DATA FOR THIS TASK »
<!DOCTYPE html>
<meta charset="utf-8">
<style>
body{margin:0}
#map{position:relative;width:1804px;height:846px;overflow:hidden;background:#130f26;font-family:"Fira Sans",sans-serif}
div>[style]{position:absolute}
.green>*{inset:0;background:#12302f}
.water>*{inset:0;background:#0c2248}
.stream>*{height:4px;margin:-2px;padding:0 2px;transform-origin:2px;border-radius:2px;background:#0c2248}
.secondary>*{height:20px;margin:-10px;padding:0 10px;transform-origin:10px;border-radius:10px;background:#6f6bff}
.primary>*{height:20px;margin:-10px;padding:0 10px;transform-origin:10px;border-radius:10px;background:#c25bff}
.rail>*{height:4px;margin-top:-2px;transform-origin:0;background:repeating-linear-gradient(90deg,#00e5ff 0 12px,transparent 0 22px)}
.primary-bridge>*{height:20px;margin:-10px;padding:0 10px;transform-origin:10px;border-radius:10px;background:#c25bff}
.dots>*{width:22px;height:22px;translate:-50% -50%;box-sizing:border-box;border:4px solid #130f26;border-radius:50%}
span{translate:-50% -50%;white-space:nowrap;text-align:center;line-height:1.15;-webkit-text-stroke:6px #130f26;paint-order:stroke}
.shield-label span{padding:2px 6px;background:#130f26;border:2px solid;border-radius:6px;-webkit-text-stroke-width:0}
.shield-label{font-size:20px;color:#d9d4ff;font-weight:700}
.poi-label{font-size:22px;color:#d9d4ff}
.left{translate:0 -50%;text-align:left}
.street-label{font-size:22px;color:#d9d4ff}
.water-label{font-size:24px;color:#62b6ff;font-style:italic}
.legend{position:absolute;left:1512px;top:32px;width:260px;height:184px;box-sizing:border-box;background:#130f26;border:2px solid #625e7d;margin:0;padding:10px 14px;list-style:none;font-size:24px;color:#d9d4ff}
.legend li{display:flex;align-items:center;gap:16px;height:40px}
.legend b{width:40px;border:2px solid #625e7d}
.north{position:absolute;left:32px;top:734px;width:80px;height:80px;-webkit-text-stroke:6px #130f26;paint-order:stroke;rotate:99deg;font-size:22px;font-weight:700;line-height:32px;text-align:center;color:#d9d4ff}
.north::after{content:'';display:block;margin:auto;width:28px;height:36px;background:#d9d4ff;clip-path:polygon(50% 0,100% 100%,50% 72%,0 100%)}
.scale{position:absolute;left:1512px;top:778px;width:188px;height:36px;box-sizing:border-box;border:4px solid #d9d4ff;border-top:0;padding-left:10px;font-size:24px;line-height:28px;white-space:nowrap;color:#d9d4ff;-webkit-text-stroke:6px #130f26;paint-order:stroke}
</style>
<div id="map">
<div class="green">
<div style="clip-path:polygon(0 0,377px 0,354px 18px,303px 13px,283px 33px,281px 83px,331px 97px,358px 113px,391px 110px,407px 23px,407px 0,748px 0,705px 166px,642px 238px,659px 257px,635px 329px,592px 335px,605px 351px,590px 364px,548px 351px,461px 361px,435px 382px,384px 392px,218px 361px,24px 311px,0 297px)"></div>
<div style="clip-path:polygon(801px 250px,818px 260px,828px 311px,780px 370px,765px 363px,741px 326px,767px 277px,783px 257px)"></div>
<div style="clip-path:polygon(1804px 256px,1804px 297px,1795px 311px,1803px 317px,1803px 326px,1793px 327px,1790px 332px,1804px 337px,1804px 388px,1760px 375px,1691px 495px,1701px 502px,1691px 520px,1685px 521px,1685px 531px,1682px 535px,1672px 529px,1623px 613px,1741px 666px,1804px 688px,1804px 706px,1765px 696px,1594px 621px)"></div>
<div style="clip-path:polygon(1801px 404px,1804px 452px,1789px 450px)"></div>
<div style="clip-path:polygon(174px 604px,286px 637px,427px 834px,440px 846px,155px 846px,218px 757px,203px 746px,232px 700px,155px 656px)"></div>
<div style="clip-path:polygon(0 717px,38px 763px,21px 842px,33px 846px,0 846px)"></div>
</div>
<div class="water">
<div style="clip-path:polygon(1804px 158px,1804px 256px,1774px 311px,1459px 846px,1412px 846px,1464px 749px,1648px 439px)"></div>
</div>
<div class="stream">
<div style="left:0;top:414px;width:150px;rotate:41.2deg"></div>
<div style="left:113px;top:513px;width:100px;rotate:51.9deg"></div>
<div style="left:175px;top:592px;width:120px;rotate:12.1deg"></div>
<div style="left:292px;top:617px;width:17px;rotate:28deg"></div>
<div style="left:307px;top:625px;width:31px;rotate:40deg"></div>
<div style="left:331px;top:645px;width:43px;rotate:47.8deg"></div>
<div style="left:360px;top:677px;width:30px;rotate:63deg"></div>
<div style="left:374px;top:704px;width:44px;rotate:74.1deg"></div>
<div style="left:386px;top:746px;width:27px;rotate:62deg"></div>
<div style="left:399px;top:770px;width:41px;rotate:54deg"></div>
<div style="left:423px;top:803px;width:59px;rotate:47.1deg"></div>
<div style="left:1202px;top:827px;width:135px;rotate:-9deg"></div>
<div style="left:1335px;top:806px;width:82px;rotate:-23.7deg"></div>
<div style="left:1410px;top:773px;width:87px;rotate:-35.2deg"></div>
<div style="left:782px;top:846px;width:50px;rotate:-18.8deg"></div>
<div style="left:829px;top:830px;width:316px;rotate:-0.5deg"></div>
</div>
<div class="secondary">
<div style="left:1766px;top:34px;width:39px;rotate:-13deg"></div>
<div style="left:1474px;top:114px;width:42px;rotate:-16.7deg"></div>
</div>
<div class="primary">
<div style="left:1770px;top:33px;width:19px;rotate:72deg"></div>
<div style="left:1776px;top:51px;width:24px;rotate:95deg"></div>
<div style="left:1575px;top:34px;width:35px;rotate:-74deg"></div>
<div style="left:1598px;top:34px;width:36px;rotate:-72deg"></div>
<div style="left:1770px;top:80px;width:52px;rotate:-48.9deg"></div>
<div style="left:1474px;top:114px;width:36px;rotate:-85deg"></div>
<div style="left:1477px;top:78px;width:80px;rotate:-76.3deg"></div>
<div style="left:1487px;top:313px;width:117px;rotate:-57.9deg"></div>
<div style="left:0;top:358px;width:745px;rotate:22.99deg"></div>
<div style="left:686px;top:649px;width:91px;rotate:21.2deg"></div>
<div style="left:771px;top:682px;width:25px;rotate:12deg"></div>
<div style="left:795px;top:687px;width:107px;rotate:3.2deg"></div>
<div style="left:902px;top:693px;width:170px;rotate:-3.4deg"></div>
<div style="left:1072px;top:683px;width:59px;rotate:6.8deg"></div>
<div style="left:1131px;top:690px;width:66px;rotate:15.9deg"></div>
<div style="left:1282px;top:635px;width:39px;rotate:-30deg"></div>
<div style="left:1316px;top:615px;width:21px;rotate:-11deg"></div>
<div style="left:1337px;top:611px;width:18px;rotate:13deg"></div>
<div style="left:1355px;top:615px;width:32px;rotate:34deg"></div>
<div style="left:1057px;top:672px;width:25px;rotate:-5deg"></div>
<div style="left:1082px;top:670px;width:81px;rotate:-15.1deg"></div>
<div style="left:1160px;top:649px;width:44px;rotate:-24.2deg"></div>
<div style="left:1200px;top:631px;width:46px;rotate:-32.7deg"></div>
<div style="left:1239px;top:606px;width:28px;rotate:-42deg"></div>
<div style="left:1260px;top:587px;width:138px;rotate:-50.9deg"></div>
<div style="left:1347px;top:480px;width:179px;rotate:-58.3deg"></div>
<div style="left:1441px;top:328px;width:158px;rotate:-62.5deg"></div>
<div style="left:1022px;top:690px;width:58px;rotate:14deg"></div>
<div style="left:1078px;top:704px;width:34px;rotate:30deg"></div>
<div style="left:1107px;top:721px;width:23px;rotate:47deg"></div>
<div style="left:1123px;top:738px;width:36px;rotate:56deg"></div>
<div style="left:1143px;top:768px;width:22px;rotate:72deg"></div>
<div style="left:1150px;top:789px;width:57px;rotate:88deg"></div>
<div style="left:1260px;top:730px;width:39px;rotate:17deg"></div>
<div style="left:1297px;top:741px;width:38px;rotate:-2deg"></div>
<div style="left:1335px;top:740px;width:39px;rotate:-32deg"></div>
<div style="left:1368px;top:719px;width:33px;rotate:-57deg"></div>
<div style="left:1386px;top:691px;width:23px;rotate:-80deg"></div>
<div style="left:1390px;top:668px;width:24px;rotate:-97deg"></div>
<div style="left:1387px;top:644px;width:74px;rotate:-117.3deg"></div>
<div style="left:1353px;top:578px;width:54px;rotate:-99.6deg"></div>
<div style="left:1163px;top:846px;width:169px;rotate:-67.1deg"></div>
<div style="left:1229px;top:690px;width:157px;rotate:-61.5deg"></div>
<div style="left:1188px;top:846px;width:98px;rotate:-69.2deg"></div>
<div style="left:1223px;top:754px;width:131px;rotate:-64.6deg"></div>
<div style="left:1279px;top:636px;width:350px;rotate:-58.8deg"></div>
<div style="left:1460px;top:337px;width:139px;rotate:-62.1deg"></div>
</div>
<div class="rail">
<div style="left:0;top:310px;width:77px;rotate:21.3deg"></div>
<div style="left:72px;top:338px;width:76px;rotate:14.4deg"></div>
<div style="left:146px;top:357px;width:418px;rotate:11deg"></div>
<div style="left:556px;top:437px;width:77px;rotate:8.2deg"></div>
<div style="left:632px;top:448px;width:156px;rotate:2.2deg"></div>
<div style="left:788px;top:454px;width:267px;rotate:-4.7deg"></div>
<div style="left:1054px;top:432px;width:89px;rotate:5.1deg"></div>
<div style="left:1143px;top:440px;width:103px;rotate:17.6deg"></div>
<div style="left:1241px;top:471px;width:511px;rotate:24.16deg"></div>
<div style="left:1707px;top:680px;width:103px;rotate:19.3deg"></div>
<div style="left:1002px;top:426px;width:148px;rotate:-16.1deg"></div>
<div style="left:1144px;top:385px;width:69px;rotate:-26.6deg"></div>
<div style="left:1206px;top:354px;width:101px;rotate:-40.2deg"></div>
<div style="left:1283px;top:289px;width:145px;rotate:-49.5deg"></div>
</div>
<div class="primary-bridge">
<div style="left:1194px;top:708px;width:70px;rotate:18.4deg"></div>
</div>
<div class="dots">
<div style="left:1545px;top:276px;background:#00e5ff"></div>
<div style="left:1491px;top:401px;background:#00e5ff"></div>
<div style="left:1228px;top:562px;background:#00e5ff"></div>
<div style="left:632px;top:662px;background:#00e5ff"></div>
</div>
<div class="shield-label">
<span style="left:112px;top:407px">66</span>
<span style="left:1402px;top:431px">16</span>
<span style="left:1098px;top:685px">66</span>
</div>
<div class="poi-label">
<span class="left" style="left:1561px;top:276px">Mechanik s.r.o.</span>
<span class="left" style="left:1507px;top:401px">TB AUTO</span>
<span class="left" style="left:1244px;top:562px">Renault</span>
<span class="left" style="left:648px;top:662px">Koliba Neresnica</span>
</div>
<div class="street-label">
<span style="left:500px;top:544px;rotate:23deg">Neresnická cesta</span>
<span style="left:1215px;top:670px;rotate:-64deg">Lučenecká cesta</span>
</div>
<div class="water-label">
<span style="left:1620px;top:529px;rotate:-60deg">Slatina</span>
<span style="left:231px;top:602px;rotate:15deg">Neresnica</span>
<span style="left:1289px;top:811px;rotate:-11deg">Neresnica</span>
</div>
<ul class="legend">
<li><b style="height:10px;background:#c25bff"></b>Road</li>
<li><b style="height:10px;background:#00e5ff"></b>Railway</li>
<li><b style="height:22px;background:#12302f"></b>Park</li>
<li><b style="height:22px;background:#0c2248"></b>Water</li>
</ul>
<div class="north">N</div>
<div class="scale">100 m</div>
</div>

EXERCISE GOAL »
Copy each line of the listing above that includes the word "translate".

RESPONSE AREA »
.dots>*{width:22px;height:22px;translate:-50% -50%;box-sizing:border-box;border:4px solid #130f26;border-radius:50%}
span{translate:-50% -50%;white-space:nowrap;text-align:center;line-height:1.15;-webkit-text-stroke:6px #130f26;paint-order:stroke}
.left{translate:0 -50%;text-align:left}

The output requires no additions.